* _Exercise goal_: Every line in the records below that holds "with" must be identified and copied.

* _Data for analysis_:
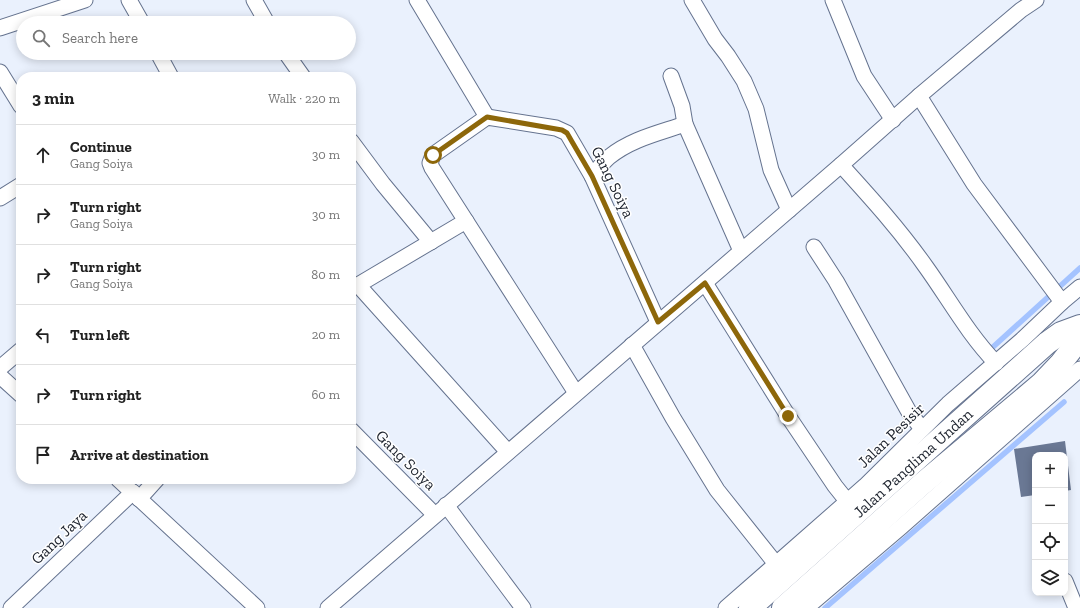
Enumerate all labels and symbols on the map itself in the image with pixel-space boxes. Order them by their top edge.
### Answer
street label: Gang Soiya [588,143,639,221]
route start [424,146,442,164]
street label: Jalan Pesisir [854,398,929,472]
street label: Jalan Panglima Undan [849,404,977,522]
route end [779,407,797,425]
street label: Gang Soiya [372,426,440,494]
street label: Gang Jaya [27,506,91,568]

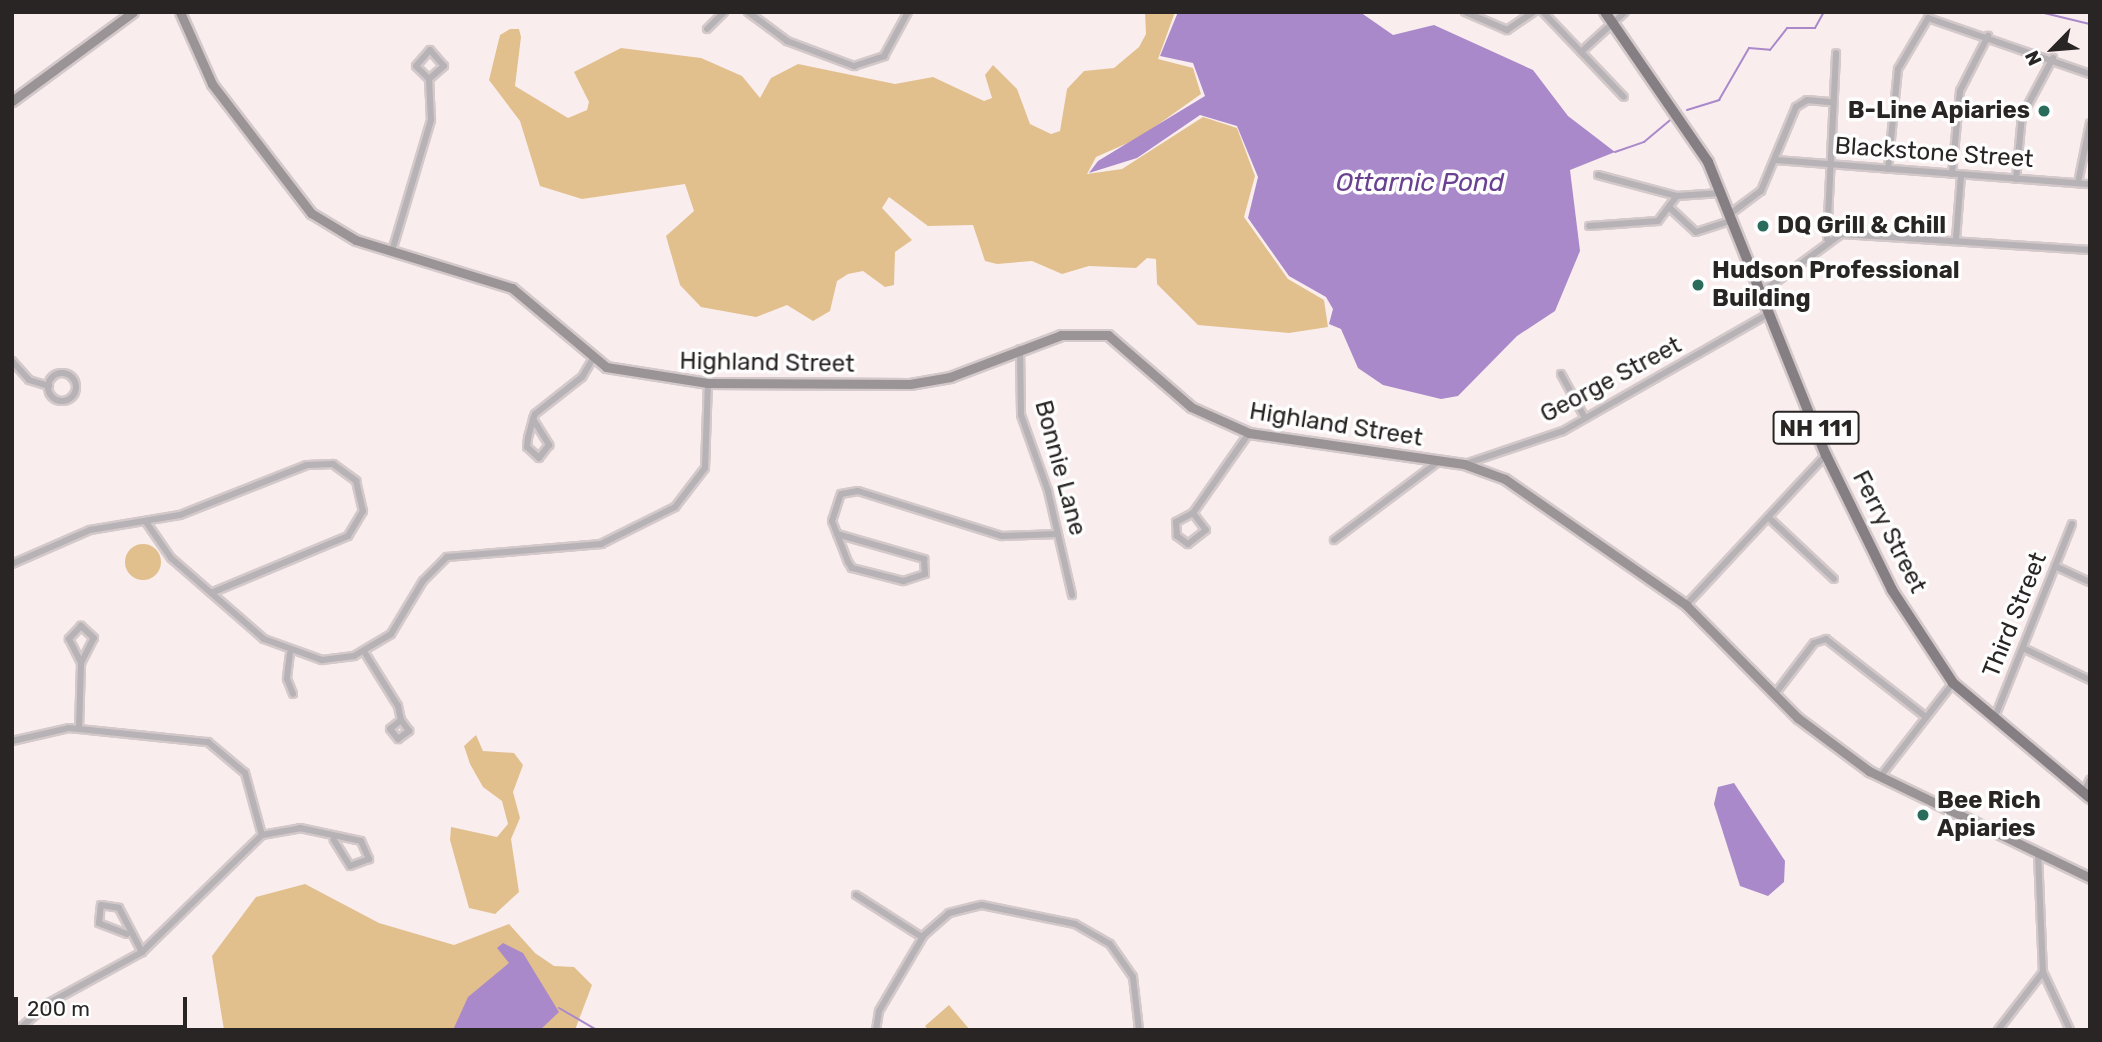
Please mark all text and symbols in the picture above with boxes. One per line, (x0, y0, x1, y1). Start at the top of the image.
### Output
north arrow (2018, 14, 2088, 84)
text: N (2020, 47, 2047, 69)
place label: B-Line Apiaries (1847, 97, 2030, 125)
marker: B-Line Apiaries (2036, 103, 2052, 119)
street label: Blackstone Street (1834, 132, 2034, 174)
water label: Ottarnic Pond (1336, 167, 1504, 199)
place label: DQ Grill & Chill (1777, 212, 1946, 240)
marker: DQ Grill & Chill (1755, 218, 1771, 234)
place label: Hudson Professional Building (1712, 257, 1960, 313)
marker: Hudson Professional Building (1690, 277, 1706, 293)
street label: George Street (1536, 331, 1686, 429)
street label: Highland Street (679, 347, 855, 379)
street label: Bonnie Lane (1028, 397, 1092, 539)
street label: Highland Street (1247, 397, 1425, 453)
road number: NH 111 (1772, 408, 1860, 448)
street label: Ferry Street (1846, 466, 1932, 598)
street label: Third Street (1977, 548, 2053, 682)
place label: Bee Rich Apiaries (1937, 787, 2041, 843)
marker: Bee Rich Apiaries (1915, 807, 1931, 823)
scale bar (18, 982, 191, 1026)
text: 200 m (27, 996, 90, 1021)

* _Solution to this exercise_:
Enumerate all labels and symbols on the map itself in the image with pixel-space boxes. Order them by their top edge.
Please mark all text and symbols in the picture above with boxes. One per line, (x0, y0, x1, y1). Start at the top of the image.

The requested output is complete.